Sebelum IMF menyelesaikan sebuah program untuk membantu Sri Lanka, negara tersebut membutuhkan dana 3-4 miliar dolar AS untuk pembiayaan sementara guna membantu membayar pengeluaran untuk kebutuhan penting.
Pemerintah Sri Lanka juga telah meminta tolong kepada beberapa negara dan organisasi multilateral untuk membantu pembiayaan negara itu sampai IMF memberikan bantuannya.

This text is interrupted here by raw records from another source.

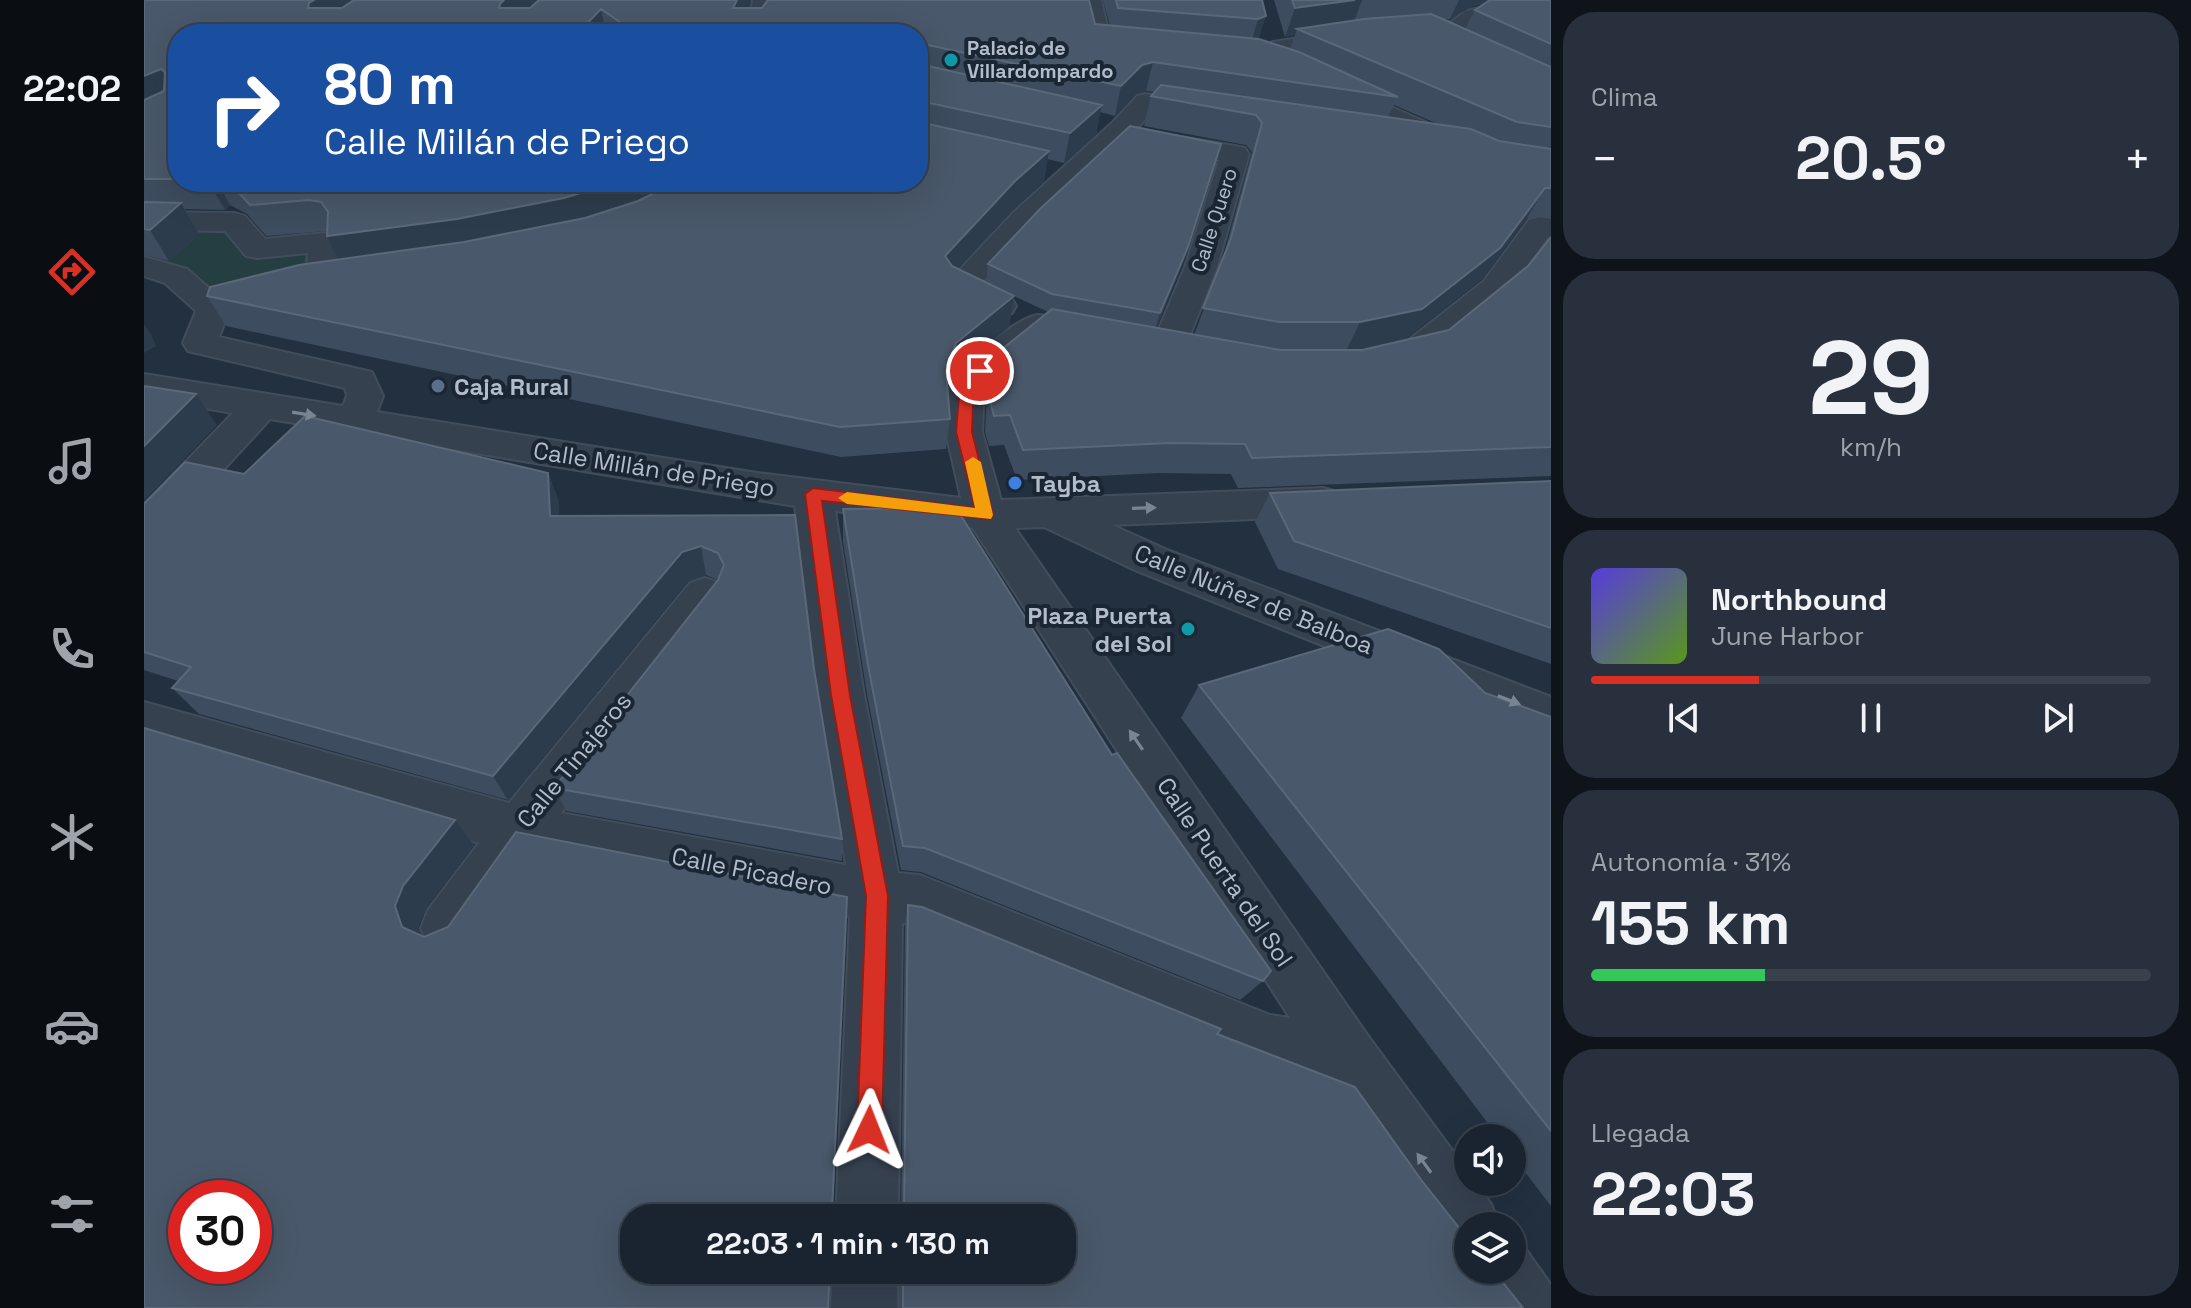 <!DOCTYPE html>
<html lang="es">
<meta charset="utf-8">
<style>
body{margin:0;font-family:"Space Grotesk",sans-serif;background:#27303c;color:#f1f3f6;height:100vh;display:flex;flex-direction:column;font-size:30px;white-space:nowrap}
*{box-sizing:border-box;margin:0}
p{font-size:26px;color:#9fa4ab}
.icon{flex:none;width:44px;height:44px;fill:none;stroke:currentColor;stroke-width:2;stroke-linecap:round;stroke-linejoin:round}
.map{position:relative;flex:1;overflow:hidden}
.details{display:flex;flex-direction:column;gap:12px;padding:12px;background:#0e141a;width:640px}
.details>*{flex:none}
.hud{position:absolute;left:24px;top:24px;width:760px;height:168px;border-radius:32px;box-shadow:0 8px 32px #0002,0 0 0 2px #38414c;background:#1a4fa0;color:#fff;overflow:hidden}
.tools{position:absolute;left:1310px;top:1124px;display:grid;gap:16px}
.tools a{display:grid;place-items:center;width:72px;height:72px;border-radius:50%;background:#1a2430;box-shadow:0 8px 32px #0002,0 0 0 2px #38414c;font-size:40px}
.speed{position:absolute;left:24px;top:1180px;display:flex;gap:16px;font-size:40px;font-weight:700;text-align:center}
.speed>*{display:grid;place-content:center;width:104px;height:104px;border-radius:50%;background:#1a2430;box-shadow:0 8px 32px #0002,0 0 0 2px #38414c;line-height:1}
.speed .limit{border:12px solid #d22;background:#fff;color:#111}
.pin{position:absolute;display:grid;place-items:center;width:68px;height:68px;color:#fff;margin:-34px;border:4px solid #fff;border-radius:50%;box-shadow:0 2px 8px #0007}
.me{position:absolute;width:88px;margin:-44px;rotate:2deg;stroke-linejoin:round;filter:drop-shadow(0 0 6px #0008)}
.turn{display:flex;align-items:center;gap:28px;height:168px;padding:0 24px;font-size:36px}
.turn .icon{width:104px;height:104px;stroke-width:2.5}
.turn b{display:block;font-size:56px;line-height:68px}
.big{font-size:60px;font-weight:600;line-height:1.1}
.details .widget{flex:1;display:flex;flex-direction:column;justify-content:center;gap:12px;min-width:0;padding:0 28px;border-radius:32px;background:#27303c}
.details .dial{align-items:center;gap:0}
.dial b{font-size:104px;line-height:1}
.song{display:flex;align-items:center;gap:24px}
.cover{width:96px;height:96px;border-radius:12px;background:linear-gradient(135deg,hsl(250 70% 55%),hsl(90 70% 35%))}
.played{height:8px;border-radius:4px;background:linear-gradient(90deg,#d93025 30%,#38414c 30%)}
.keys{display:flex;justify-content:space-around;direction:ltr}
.heat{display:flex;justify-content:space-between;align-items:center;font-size:44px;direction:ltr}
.charge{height:12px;border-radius:6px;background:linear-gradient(90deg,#34c759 31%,#38414c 0)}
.trip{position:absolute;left:476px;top:1204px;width:456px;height:80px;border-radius:32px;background:#1a2430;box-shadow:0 8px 32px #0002,0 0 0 2px #38414c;font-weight:600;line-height:80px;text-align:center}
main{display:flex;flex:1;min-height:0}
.tabs{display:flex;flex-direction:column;width:144px;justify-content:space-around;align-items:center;background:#0a0e13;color:#9fa4ab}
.tabs .icon{width:56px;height:56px}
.tabs .selected{color:#d93025}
.tabs b{font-size:36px;color:#f1f3f6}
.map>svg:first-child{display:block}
.green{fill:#243e41}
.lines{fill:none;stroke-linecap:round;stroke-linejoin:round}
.street-casing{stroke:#424d5c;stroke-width:4}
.street{fill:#364150;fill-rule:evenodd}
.wall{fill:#3d4c5e;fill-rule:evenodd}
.shaded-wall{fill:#2d3c4d}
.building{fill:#49586a;stroke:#5a6879;stroke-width:2;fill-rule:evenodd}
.oneway{fill:#7a8594}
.route{fill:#d93025;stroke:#8d1f18;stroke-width:2}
.slow{fill:#f59e0b}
.culture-dot{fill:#0f9aa8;stroke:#1b2635;stroke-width:3}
.service-dot{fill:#5c6f8a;stroke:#1b2635;stroke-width:3}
.shop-dot{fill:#3f7fe0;stroke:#1b2635;stroke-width:3}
.labels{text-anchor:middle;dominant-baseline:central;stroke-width:8;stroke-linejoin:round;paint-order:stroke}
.far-poi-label{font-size:20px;font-weight:bold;fill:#b2bccb;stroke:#1b2635;text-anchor:start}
.far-street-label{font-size:20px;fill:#b2bccb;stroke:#1b2635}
.poi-label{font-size:24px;font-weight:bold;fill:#b2bccb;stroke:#1b2635;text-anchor:start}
.street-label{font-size:24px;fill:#b2bccb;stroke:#1b2635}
</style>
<main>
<nav class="tabs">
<b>22:02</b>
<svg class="icon selected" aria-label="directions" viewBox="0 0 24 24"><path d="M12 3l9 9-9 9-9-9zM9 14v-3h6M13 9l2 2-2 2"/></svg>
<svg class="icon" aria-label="music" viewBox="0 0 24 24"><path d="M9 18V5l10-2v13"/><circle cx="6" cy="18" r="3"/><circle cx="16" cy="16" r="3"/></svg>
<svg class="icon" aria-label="phone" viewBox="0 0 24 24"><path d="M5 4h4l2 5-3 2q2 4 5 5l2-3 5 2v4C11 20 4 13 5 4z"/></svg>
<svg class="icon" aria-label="climate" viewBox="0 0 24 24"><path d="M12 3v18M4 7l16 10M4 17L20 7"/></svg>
<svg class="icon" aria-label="car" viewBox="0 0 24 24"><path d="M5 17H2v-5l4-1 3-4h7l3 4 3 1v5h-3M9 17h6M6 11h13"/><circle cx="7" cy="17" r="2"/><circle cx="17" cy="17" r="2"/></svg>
<svg class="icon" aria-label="filters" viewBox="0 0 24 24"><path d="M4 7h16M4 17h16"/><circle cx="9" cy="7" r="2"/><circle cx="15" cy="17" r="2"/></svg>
</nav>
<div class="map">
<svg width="1407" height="1308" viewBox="0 0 1407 1308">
<rect width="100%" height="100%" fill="#223040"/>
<path class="green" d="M85,227L109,255L170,248L164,277L74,303L0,260V229Z"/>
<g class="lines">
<defs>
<path id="street" d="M609,0H631V16L617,34H593L607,15Z
M935,0H957L966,39L1004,44L1007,49L1004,54L995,56L946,50Z
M1372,0H1400L1403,3L1399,8L1338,21L1321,34L1313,36L1208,44L1135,55L1109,65L1074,61L1071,56L1074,51L1106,50L1129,42L1208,30L1307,22L1322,11Z
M1193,83L1356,155L1407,162V180L1339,168L1184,96L1180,91L1184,86Z
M1002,94L1064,104L1073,106L1077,112L1073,118L1064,120L1008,111L988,135L891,225L837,284L868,299L872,306L868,313C848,318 813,304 801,287L806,280L869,213L968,123L993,96Z
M1017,134L1091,146L1101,148L1105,154L1073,267L1040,350L1035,358L1023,361L1011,358L1006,350L1041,267L1075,160L1007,148L1003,142L1007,136Z
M0,212L90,213L101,216L121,239L180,233L191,235C199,247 196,277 188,289L177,292L166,289L161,282L164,253L113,258L102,256L81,231L0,230Z
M1396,217L1407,219V237H1404L1362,295L1285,358L1243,368L1231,365L1226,357L1231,349L1262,342L1340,281L1385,220Z
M0,257L43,269L75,297L129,284L140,287L145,294L140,301L83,316L75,337L228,372L239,396L233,412L613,473L817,498L802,432L805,383C816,366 875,315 895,315C897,315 907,317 908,318L913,325L908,332L840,386L838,432L857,500L1179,488L1193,492L1199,502L1193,512L1179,516L968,525L1021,549L1407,697V737L993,571L900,527L871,528L1224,1036L1324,1172V1182H1331L1347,1204L1356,1226H1324V1257L1303,1248L1188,1082L1126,1071L775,925L758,923L754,1218H692L706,916L387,853L322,946L303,954L284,946L277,928L284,910L335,843L0,742V702L365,803L546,583L561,578L576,583L582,595L576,607L417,813L702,865L674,695L651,506L126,419L14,541L0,545V505L89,413L0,398V374L199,406L203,396L201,388L44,351L39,343L52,311L21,283L0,276ZM691,511L829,528L1146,1018L1126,1015L776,875L754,873L720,695Z
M1368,1243L1380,1247L1407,1285V1308H1345L1325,1270H1368Z
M689,1270H753V1308H687Z"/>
</defs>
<use href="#street" class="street-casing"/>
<use href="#street" class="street"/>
</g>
<path class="wall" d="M0,0H607L605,8L966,26L959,0H1118L1114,39L1146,49L1151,35L1141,37L1130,0H1407V217L1383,218L1338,279L1261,339L1212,350H1218L1305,330L1384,266L1407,237V476L1094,488L1087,474L1015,473L873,480L860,445L845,446L841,432L843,388L847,358L904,312L870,296L865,327L808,374L803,389L806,419L802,449L697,457L82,326L63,296L194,259L183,236V231L122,236L103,214L86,205L81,210L41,209L55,234L25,261L0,255ZM1340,4L1331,10L1321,29L1300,20L1306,19L1329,6ZM34,34H774L533,182H34ZM1002,91L1011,92L1007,96L1000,126L1102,145L1108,152L1079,258L1050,335L1012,328L1038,266L1077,144L844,264L842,282L814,269L867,211L900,181L903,159L920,163L952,135L956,112L971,116L991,94ZM1250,105L1294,124L1244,117Z
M404,473L415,502V516L651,515L670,669L698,839V861L422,811L410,788L574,580L562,575L544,581L364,800L55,714L28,688L34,681L0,670V504L100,474Z
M1407,481V664L1134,569L1111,522L1126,493Z
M699,509L968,755L1119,981L1096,1000L777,872L757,870L723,694L699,542Z
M1055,685L1341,693L1407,717V1206L1368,1155V1138H1355L1037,718Z
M311,820L330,845L282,908L274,927L277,935L280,937L703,897L689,1212L691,1214H757L761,926L764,905L1073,1034L1278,1181L1379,1308H755V1270H918V1218L490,1270H687L685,1308H0Z"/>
<path class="shaded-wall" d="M170,0H224L176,32L164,8L165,3Z
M360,0H398L363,34L355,8L356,4Z
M593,0H607L604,14L589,8Z
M1211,0H1218L1208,27L1153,29L1151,35L1141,37L1151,8Z
M1315,0H1358L1329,6L1306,19Z
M457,9L462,34H433Z
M1122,16L1113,44L1106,47L1114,19Z
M1009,62L1002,91L991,94L971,116L977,86L998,65Z
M17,69L33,98L0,112V76Z
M776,101L775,130L774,131V102Z
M958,105L952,135L920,163L926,133Z
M905,151L900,181L867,211L798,287L801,256L871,181Z
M65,182H73L86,205L81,210Z
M472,182H532L474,214L197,267L183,236Z
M1401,188L1383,218L1338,279L1261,339L1201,353L1216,322Z
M37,203L55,234L25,261L6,230Z
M1044,247L1038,266L1010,332L1016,313Z
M870,296L865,327L808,374L799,403L802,372L812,343Z
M0,324L7,334L12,346L0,353Z
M52,394L73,425L0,501V446Z
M404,473L415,502L417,545L406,516Z
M557,546L562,575L544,581L364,800L349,776L538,552Z
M311,820L330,845L282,908L274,927L281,947L258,927L251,906L259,886Z
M703,897V918L689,1218L688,1211Z
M686,1270H687L685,1308H684Z"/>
<path class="building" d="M0,0H170L165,3L164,8H198L210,0H360L356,4L355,8H386L395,0H593L589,8H618L624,0H945L951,24L1115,39L1155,52L1254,97L1009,62L998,65L977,86L774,43V34H493L457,9L433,34H34V179H0V100L20,91L21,72L17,69L0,76Z
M972,0H1118L1122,16L1114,19L974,8Z
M1148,0H1211L1151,8Z
M1346,0H1407V44L1331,10Z
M1287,14L1407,67V127L1373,122L1153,29L1220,19Z
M774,48L775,64L958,105L926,133L776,101L774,102Z
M1017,85L1327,129L1355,141L1407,149V188H1401L1356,248L1278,309L1216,322H1135L1059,308L1087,238L1118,123L1112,115L1007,96Z
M774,114L775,122L905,151L871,181L801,256L808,266L870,296L812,343L802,372L806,419L696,427L63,296L66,287L155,265L320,242L441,218L494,201L533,182H774Z
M986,126L1077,144L1044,247L1016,313L908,294L844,264L896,209Z
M83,182H472L420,198L313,219L183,236L184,212L177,202L165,200L106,205L87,184Z
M0,202L37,203L6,230L0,229Z
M1407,237V447L1108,458L1101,444L1026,443L879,450L866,415L850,416L846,401L847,358L908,309L1136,350H1218L1305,330L1384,266Z
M0,386L52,394L0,446Z
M161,416L404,473L406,516L651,515L670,669L698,839L410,788L574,580L580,565L574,553L557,546L538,552L349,776L28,688L47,667L0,652V504L41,462L100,474Z
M1407,481V628L1150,541L1126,493Z
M812,508L968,755L973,753L1127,971L1119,981L781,848L759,846L724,665L699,509Z
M1244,629L1295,649L1341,693L1407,717V1131L1055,685Z
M0,728L311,820L259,886L251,906L258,927L280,937L304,927L372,832L703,897L688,1211L691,1214H757L760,1211L764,905L778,907L1077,1029L1073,1034L1211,1087L1278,1181L1324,1239V1270H1349L1379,1308H759V1270H918V1218H490V1270H686L684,1308H0ZM42,1198H110V1266H42Z"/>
<defs><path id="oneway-solid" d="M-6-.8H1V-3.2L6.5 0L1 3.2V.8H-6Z" transform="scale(2)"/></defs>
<g class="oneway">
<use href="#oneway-solid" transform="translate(160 414) rotate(9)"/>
<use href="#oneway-solid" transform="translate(1000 508) rotate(-2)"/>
<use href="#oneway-solid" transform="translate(1365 700) rotate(21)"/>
<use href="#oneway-solid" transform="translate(992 740) rotate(-124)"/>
<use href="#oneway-solid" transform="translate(1280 1163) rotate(-126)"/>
</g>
<path class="route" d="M836,366L843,371L830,384L828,432L849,515L847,519L678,501L706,695L744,896L738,1130L734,1139L725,1142L717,1139L713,1130L722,896L687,695L661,494L669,488L831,508L812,432L816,383Z"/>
<path class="slow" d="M829,457L837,462L849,515L847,519L703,504L694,498L703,492L831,508L821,462Z"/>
<g class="culture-dot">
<circle cx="807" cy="60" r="8"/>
<circle cx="1044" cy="629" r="8"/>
</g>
<circle class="service-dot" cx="294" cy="386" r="8"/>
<circle class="shop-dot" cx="871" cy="483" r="8"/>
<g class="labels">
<g class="far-poi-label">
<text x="823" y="48">Palacio de<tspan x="823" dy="23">Villardompardo</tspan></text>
</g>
<g class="far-street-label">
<text transform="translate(1070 220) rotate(-72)">Calle Quero</text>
</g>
<g class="poi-label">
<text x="310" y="386">Caja Rural</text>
<text x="887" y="483">Tayba</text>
<text x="1028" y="615" text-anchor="end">Plaza Puerta<tspan x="1028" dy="28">del Sol</tspan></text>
</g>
<g class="street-label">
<text transform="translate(510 469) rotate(9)">Calle Millán de Priego</text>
<text transform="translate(1110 599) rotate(22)">Calle Núñez de Balboa</text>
<text transform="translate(430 760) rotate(-51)">Calle Tinajeros</text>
<text transform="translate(608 871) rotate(11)">Calle Picadero</text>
<text transform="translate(1081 872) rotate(56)">Calle Puerta del Sol</text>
</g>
</g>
</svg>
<div class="tools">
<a><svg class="icon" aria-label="sound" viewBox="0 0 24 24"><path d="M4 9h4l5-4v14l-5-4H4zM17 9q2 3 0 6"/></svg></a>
<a><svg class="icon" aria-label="layers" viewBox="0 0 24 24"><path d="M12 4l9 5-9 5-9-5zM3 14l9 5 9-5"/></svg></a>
</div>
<div class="speed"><div class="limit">30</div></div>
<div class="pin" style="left:836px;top:371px;background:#d93025"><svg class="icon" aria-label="arrive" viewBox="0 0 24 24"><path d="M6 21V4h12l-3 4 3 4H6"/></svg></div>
<svg class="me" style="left:725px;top:1130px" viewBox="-20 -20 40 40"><path d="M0-17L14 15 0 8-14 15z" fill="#d93025" stroke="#fff" stroke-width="4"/></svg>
<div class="trip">22:03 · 1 min · 130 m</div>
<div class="hud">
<div class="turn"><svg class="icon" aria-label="right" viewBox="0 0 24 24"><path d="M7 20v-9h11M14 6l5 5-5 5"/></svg><div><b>80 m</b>Calle Millán de Priego</div></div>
</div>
</div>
<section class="details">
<div class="widget"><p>Clima</p>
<div class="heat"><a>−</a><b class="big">20.5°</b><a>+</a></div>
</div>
<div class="widget dial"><b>29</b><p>km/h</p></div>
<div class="widget">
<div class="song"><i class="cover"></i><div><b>Northbound</b><p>June Harbor</p></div></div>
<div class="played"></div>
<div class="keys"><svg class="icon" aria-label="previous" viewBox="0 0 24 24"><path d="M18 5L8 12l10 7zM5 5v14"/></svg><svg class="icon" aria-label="pause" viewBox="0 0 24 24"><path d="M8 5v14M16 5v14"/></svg><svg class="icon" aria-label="next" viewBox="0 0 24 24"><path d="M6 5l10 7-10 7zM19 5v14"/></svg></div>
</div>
<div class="widget"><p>Autonomía · 31%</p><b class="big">155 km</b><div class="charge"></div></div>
<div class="widget"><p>Llegada</p><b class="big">22:03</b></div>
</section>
</main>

India telah membantu Sri Lanka dengan pemberian dana senilai 1,9 miliar dolar AS (sekitar Rp27,4 triliun), dan Kolombo sedang dalam pembicaraan dengan New Delhi untuk dana tambahan senilai 1,5 miliar dolar AS (sekitar Rp21,63 triliun) guna mendanai impor, termasuk impor bahan bakar.
Sri Lanka juga sedang bernegosiasi dengan China untuk mendapatkan bantuan dalam bentuk pinjaman sindikasi senilai hingga satu miliar dolar AS (sekitar Rp1,44 triliun).
Menteri Keuangan Sri Lanka Ali Sabry mengatakan Kolombo juga akan mencari bantuan dari Bank Pembangunan Asia (ADB).
Sri Lanka telah mengumumkan penangguhan beberapa pembayaran utang luar negeri pada awal April dan mengatakan akan mengalihkan cadangannya yang sedikit untuk mendanai impor barang-barang penting, seperti bahan bakar, gas untuk memasak, dan obat-obatan.